Exercise instructions ▸ The lines from the start of the data up to and including the one with "background:#242831; color:#f1f3f6; height:100vh;" should be returned exactly, and nothing else.

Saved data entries
╔══

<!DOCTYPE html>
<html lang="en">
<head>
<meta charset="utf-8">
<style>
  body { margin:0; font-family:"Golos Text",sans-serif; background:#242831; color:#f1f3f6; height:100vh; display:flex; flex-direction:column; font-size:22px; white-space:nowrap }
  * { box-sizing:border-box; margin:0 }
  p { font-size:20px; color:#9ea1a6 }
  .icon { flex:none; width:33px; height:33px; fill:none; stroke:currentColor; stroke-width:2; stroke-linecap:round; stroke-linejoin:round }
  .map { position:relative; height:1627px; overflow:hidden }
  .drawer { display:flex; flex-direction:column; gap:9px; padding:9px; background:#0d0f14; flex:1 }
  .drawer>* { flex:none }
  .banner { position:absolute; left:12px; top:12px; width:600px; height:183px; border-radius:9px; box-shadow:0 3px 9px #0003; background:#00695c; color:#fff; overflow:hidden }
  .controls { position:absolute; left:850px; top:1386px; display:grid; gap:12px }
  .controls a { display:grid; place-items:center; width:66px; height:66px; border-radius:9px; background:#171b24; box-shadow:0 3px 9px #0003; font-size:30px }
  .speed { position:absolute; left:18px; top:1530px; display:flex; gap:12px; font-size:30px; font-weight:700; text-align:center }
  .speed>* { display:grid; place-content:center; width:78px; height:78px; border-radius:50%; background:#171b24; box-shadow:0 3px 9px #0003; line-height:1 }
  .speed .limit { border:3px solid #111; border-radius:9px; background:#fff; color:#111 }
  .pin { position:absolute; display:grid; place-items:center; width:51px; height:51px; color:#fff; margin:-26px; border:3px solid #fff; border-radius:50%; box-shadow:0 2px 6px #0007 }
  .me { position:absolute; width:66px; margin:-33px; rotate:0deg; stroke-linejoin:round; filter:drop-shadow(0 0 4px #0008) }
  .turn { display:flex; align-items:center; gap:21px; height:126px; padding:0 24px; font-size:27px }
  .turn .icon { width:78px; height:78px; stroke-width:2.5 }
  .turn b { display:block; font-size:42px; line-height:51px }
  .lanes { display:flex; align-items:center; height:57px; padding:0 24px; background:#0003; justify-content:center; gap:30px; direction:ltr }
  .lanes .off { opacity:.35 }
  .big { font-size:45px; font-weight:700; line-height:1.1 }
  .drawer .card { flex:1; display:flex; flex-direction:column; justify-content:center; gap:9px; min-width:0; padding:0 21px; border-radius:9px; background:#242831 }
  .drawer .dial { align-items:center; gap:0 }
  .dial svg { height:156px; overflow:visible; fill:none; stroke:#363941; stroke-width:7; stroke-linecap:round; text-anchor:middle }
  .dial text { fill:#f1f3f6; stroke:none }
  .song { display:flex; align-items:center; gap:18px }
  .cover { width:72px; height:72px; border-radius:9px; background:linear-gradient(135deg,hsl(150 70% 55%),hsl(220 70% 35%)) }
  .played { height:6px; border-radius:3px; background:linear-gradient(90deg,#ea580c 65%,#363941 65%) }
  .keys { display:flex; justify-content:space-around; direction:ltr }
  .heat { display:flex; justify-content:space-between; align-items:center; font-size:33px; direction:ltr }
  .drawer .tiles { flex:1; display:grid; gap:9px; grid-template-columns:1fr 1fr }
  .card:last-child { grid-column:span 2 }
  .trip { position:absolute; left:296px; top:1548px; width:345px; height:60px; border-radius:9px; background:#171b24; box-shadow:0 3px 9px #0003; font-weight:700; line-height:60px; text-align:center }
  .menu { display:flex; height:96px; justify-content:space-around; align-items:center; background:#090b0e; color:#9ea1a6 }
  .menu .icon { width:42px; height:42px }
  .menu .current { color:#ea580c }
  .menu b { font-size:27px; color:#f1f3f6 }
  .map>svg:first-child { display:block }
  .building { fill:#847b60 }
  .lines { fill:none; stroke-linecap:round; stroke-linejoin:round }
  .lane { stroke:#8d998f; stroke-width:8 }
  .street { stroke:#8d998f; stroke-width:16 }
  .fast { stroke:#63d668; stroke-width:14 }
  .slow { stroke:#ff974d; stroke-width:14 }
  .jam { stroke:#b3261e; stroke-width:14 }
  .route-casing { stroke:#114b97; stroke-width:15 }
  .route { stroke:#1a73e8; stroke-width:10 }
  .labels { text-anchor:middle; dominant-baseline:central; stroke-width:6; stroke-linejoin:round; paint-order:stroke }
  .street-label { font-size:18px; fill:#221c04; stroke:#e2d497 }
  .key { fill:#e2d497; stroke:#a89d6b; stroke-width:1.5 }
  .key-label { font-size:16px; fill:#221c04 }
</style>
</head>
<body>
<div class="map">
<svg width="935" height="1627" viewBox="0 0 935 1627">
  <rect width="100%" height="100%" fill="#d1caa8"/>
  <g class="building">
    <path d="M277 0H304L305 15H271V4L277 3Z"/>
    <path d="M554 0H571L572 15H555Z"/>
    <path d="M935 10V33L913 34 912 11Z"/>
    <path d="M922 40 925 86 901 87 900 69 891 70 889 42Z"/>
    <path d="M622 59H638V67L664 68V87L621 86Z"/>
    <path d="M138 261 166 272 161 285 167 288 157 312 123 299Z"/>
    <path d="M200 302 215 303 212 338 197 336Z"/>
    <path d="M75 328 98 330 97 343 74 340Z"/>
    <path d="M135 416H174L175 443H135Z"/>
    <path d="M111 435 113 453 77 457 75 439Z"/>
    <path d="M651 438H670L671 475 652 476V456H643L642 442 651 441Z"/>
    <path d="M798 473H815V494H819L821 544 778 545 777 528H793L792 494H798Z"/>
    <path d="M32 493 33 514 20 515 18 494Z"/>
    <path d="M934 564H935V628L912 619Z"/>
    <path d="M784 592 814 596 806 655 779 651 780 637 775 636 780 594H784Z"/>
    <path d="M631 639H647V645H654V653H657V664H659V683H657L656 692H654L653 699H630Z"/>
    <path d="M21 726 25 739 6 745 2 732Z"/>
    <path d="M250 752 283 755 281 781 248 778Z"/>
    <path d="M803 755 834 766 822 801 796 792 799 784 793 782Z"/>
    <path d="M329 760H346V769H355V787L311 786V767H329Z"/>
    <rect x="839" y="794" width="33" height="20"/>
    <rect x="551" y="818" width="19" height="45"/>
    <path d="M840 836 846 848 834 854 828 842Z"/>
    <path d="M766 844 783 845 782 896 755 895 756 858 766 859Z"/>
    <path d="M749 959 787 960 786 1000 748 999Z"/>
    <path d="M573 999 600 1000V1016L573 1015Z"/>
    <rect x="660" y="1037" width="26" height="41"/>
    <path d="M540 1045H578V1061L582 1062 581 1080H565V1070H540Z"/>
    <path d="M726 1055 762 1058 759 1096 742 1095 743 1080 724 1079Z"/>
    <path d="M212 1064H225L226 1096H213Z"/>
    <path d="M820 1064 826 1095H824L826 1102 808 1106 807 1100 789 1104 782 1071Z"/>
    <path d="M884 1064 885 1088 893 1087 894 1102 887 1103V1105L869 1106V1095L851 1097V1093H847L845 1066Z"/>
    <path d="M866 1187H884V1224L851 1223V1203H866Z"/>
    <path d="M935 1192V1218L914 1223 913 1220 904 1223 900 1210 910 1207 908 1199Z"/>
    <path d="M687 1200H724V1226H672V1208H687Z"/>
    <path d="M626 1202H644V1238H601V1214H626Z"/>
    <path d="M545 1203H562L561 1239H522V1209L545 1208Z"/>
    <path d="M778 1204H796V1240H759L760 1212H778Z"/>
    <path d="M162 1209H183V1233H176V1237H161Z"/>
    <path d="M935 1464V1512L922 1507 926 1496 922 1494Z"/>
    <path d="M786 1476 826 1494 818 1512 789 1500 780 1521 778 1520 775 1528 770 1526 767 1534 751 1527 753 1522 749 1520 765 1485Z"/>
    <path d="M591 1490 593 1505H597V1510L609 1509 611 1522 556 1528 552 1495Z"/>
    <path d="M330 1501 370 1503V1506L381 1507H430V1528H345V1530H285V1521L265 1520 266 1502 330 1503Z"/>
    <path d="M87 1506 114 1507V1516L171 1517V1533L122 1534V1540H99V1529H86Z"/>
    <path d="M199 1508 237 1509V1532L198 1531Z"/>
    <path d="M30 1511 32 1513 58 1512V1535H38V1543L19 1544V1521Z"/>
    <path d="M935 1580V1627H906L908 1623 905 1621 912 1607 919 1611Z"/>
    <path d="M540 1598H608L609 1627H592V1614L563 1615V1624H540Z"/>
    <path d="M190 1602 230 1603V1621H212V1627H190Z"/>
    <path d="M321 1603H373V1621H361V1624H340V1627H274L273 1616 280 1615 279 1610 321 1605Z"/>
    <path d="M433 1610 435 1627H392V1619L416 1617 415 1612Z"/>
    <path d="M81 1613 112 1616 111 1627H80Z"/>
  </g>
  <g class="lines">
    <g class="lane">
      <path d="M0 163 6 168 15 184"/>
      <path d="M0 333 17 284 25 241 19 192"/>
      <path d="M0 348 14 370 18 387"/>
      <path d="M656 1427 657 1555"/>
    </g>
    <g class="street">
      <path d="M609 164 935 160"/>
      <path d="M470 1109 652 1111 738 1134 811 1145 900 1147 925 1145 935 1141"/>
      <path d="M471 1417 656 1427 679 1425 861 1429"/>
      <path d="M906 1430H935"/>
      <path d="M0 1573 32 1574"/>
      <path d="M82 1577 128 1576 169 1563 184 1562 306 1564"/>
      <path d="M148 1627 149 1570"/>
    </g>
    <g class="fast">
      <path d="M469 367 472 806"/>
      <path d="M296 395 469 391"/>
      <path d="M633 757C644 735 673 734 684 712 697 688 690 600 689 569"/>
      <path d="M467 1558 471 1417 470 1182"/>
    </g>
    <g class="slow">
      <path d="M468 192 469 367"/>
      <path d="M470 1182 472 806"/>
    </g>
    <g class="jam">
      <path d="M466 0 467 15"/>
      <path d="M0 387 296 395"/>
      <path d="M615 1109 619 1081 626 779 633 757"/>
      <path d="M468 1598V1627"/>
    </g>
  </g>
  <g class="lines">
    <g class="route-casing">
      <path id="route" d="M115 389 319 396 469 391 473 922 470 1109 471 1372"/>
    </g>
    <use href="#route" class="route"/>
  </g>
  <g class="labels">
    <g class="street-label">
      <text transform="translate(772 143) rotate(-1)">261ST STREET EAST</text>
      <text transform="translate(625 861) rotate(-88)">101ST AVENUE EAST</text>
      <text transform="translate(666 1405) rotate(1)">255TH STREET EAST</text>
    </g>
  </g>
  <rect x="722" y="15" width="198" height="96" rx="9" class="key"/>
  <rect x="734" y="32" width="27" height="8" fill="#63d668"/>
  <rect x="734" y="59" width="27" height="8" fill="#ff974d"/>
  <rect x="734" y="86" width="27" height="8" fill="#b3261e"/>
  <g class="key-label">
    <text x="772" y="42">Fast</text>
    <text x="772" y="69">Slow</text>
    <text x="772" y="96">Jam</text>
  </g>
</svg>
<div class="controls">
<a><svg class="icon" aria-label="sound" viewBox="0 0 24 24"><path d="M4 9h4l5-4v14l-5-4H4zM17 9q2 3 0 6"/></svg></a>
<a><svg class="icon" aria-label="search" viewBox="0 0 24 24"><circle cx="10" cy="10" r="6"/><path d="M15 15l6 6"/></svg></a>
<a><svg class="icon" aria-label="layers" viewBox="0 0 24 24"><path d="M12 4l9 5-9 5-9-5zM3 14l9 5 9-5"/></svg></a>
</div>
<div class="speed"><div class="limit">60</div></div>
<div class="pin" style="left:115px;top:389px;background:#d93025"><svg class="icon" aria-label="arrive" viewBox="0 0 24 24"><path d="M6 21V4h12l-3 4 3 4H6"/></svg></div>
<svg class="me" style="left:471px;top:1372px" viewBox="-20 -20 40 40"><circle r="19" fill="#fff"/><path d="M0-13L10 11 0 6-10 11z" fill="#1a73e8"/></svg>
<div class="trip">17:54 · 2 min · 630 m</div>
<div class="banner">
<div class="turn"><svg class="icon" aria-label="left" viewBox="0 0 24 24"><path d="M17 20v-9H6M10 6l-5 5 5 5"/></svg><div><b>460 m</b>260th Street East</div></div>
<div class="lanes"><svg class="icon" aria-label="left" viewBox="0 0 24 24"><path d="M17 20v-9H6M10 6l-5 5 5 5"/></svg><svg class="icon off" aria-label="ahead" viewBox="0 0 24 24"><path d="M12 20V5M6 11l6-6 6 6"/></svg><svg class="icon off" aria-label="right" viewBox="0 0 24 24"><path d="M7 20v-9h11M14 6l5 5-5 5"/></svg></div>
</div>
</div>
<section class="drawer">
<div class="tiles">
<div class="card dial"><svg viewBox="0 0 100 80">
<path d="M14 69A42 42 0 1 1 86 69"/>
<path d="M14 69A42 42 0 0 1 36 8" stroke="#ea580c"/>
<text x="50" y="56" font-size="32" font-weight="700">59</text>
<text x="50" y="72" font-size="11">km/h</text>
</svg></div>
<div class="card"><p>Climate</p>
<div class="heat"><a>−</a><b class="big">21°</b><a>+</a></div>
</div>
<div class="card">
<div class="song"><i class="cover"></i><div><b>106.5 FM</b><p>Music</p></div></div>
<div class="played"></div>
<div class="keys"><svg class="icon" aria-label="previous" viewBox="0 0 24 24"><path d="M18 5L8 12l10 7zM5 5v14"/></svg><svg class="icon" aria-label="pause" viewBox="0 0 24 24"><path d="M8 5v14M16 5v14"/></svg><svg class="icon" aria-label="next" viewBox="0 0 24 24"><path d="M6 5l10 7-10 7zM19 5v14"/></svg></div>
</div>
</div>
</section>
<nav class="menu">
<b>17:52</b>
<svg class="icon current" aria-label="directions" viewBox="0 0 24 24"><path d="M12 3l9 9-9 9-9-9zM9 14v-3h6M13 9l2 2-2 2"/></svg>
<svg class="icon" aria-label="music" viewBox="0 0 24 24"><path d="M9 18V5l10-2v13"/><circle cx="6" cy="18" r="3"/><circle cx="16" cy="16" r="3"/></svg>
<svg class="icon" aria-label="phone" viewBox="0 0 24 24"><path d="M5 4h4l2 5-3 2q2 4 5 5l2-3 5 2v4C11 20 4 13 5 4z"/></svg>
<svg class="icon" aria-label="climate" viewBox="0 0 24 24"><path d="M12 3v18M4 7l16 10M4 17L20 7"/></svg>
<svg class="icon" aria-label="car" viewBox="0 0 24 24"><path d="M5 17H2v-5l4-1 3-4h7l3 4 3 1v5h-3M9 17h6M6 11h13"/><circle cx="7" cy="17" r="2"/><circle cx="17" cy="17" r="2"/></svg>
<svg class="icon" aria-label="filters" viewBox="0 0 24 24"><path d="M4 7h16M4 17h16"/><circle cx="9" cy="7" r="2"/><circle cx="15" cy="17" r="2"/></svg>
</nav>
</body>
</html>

╚══

Task answer ▸
<!DOCTYPE html>
<html lang="en">
<head>
<meta charset="utf-8">
<style>
  body { margin:0; font-family:"Golos Text",sans-serif; background:#242831; color:#f1f3f6; height:100vh; display:flex; flex-direction:column; font-size:22px; white-space:nowrap }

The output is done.